== Your task ==
All lines from the one containing "I am building" to the end of the entries below must be output exactly, and no other lines.

[Start of section]

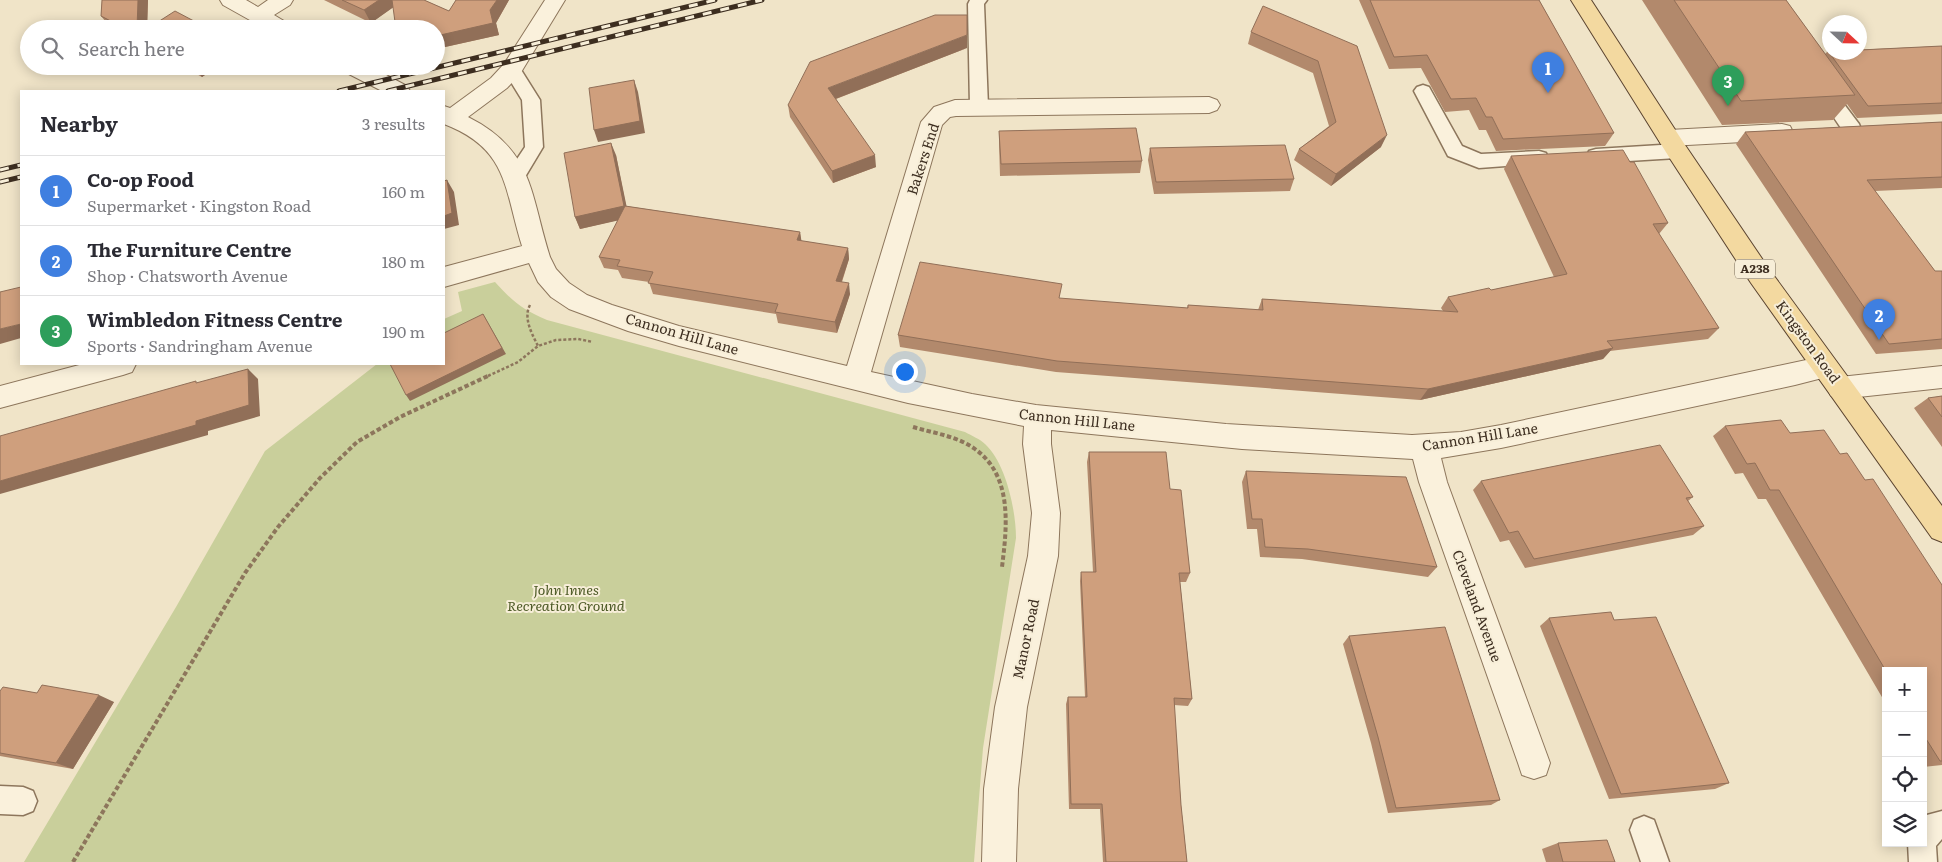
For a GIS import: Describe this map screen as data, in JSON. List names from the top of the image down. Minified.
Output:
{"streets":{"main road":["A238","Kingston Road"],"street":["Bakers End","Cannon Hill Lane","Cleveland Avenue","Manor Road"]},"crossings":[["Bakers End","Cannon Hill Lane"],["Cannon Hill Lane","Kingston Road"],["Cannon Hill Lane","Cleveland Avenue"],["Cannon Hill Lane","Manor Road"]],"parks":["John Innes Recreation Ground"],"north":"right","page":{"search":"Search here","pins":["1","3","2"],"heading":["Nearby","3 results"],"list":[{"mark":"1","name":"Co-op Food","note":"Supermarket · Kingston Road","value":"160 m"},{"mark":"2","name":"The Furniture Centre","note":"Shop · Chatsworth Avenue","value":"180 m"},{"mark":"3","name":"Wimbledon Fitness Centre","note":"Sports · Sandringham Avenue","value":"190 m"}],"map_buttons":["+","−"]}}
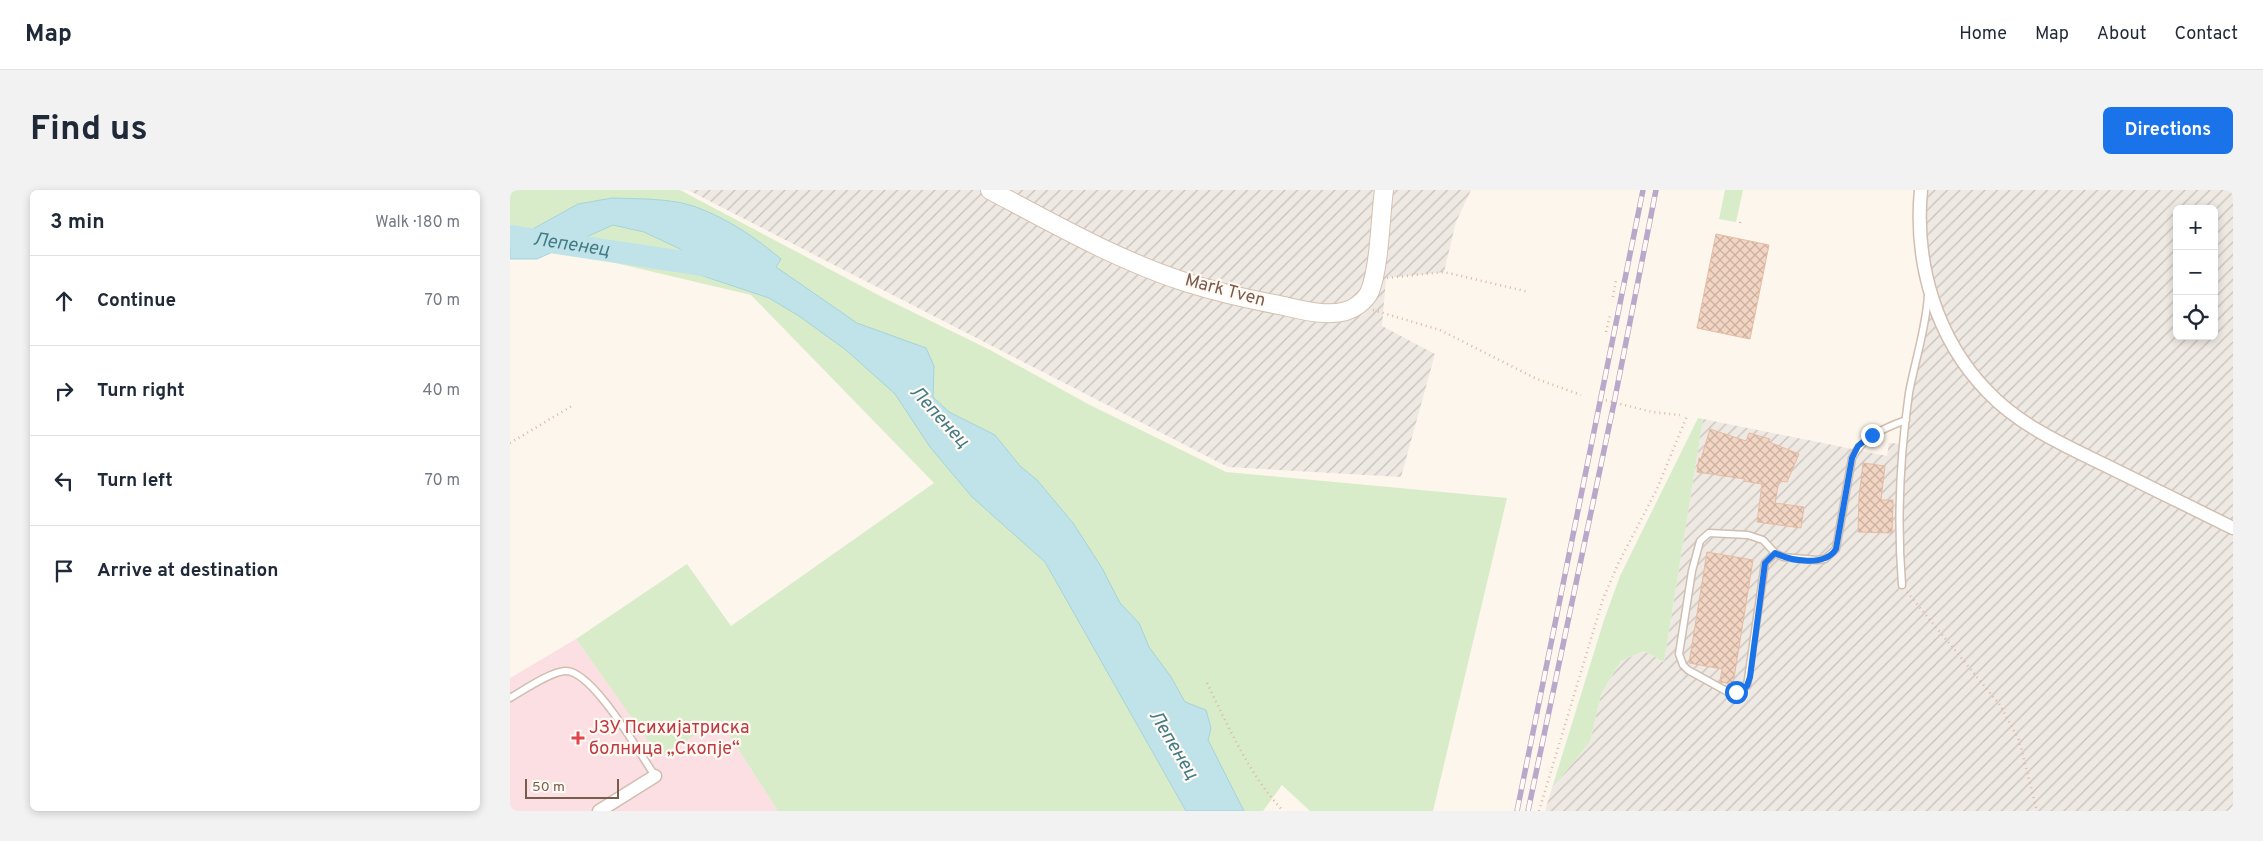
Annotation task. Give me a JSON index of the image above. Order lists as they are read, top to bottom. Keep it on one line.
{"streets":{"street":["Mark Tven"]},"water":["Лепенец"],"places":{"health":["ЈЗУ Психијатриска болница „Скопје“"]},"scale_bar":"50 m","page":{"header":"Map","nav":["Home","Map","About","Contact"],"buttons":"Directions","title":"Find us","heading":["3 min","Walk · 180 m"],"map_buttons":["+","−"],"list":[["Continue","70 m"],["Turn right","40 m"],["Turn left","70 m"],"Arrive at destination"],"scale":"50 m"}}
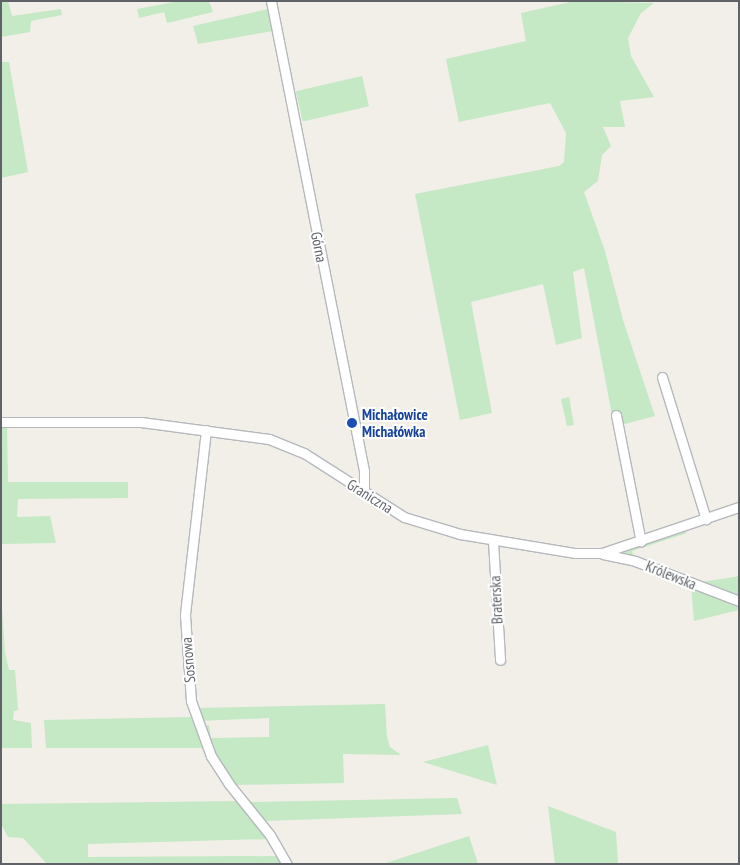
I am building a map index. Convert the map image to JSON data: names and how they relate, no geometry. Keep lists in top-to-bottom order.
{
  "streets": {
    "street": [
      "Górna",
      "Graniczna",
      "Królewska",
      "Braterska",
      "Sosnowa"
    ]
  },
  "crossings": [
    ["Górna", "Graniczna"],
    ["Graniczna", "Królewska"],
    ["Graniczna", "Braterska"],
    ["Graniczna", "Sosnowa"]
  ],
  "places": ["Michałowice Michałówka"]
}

[End of section]

== Solution to this exercise ==
I am building a map index. Convert the map image to JSON data: names and how they relate, no geometry. Keep lists in top-to-bottom order.
{
  "streets": {
    "street": [
      "Górna",
      "Graniczna",
      "Królewska",
      "Braterska",
      "Sosnowa"
    ]
  },
  "crossings": [
    ["Górna", "Graniczna"],
    ["Graniczna", "Królewska"],
    ["Graniczna", "Braterska"],
    ["Graniczna", "Sosnowa"]
  ],
  "places": ["Michałowice Michałówka"]
}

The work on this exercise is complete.